De igual forma se expresaba de personajes como el anticastrista Luis Posada Carriles o el hombre que manejaba, en el aeropuerto de Ilopango, la operación de armas y drogas de la CIA. Decía que ambos eran unos aprovechados porque solo andaban detrás del dinero.
En esos arranques de furia probó e informó cómo algunos comandantes de la época les descontaban mensualmente a los soldados algunos implementos de los equipos, tales como los arneses, el jabón, las toallas, los calcetines y hasta la pasta y los cepillos de dientes.
Capister sabía que él estaba en el país para matar guerrilleros, familiares y colaboradores.
A Capister tampoco le agradaba Roberto D’Abuisson.

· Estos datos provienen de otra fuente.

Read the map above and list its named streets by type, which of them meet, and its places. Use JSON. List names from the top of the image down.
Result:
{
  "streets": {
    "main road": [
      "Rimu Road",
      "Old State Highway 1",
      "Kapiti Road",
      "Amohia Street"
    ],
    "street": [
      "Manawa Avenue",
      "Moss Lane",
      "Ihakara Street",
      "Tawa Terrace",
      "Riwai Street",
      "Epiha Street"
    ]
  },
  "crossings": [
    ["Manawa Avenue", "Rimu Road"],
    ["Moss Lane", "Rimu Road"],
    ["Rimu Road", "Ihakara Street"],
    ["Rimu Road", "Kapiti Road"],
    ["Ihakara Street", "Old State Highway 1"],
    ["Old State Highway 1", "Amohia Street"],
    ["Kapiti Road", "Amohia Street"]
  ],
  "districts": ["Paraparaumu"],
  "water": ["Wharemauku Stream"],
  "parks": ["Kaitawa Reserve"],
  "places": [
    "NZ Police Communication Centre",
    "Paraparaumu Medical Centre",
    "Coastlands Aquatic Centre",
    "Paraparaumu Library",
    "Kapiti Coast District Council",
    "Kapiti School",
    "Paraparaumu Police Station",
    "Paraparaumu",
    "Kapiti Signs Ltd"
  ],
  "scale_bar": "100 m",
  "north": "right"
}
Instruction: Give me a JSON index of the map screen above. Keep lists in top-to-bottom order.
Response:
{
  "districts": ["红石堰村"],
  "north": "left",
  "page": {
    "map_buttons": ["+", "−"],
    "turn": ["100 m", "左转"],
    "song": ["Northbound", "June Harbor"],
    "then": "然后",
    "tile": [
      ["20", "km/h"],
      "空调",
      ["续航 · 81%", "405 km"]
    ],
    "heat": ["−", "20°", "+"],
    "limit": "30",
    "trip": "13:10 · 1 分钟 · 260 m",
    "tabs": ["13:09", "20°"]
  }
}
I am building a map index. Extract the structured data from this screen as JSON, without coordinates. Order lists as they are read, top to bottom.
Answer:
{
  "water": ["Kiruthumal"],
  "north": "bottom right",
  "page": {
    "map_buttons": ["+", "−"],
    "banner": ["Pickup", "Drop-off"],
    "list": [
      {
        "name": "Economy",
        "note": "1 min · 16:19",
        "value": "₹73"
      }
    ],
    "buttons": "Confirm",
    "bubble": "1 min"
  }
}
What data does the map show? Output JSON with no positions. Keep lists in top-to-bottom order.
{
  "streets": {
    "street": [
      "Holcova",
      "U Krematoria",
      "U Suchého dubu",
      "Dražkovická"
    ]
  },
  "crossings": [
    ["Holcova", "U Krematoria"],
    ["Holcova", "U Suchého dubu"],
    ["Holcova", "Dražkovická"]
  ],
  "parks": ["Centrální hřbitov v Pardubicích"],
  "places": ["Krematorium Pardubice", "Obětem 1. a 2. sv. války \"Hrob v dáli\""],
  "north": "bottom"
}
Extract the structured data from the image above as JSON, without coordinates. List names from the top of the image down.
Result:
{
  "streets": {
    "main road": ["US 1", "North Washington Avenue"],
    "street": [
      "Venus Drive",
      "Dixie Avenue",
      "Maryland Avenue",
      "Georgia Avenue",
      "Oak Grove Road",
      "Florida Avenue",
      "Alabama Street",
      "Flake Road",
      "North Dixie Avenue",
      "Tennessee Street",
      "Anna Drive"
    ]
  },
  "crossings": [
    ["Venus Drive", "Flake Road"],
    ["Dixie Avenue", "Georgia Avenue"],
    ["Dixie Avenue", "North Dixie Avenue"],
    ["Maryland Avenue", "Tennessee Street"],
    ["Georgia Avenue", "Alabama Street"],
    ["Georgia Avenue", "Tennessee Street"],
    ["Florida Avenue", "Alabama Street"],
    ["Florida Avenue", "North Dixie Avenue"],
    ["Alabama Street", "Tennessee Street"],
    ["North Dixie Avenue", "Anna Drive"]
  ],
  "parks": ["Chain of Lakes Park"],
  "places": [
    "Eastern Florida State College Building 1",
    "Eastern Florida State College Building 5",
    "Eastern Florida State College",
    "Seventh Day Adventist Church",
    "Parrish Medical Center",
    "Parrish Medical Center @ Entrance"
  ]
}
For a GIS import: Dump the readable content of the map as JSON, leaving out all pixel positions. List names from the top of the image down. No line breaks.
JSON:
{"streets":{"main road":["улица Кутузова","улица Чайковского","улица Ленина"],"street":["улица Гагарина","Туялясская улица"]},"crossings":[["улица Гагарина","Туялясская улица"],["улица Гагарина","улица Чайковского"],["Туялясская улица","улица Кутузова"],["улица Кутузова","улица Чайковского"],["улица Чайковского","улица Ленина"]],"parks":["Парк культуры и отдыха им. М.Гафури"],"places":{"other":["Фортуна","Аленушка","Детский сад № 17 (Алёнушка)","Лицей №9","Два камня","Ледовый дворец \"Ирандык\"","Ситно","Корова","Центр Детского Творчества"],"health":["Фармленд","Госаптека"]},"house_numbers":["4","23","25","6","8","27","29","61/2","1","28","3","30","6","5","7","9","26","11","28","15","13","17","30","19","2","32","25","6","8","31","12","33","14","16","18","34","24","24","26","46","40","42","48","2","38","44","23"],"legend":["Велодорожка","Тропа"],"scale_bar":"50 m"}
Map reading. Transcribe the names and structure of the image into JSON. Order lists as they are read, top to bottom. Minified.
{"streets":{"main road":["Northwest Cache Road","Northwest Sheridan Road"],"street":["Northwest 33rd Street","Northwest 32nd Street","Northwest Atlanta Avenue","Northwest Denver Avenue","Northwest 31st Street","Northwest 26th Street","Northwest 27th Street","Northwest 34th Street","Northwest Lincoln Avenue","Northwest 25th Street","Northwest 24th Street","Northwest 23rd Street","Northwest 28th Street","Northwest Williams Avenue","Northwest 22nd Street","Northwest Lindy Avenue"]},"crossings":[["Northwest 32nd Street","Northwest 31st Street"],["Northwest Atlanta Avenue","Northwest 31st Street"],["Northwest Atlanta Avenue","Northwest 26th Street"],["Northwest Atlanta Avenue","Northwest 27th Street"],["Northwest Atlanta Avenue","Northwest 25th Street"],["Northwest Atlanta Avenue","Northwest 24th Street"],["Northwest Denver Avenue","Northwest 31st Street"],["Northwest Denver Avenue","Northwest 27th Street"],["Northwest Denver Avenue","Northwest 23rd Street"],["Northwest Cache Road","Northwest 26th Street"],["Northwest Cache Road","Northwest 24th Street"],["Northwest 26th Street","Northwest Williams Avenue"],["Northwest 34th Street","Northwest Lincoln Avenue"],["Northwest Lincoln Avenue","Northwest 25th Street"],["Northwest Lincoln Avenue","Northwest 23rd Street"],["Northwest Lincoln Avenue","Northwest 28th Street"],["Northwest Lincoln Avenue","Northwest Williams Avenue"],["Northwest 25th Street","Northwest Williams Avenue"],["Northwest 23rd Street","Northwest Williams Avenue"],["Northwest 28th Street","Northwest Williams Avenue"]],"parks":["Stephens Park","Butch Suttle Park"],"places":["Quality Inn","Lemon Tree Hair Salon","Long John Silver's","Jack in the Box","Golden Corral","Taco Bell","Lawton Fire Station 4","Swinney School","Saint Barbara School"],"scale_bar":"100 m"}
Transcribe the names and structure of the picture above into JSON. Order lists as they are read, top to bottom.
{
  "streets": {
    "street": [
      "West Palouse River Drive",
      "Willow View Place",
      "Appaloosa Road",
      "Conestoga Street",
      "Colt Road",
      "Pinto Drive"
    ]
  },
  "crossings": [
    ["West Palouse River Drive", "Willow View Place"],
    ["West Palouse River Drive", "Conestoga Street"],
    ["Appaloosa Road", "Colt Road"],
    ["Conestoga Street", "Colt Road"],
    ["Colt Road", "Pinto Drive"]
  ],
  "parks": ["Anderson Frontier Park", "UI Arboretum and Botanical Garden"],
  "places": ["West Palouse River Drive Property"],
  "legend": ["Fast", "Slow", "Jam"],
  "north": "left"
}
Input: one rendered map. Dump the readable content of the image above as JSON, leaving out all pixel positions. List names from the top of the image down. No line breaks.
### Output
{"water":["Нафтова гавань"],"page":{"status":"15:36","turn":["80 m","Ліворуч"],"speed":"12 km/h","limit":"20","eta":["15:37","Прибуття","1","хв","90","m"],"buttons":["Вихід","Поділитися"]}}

Lo que más le disgustaba era su teatralidad y hasta reía porque algunos le atribuían más muertos de la cuenta en asuntos de resultados de los escuadrones de la muerte.
Pero también mantuvo comportamientos extraños cuando en Ilopango se afincaron pilotos y aviones claramente identificados con el tráfico de drogas.
Por eso es que Celerino Castillo, agente de la DEA en El Salvador, a mediados de los años ochenta, le dijo en una ocasión a Capister que todo lo que hacían junto a narcotraficantes internacionales les reventaría en el “trasero”.
Tal vez por eso Capister ordenaba, en ocasiones, que sus allegados viajaran en aviones Hércules C-130 hacia Estados Unidos, para impedir que abrieran las cajas que enviaban dentro de las inmensas aeronaves.
Aunque guardaba secretos sobre los asesinatos que conmovieron a El Salvador, como el de monseñor Romero, los jesuitas y hasta el de las monjas, Capister nunca dijo nada a nadie. Hay que recordar que era un pulido agente de la CIA.
A veces decía cosas reveladoras, como que al coronel Monterrosa Barrios lo “entregaron como cordero a los buitres”, pero de ahí no pasaba.
Eso sí: su mente nunca se apartó de la gran idea de crear máquinas de muerte cada vez más eficientes.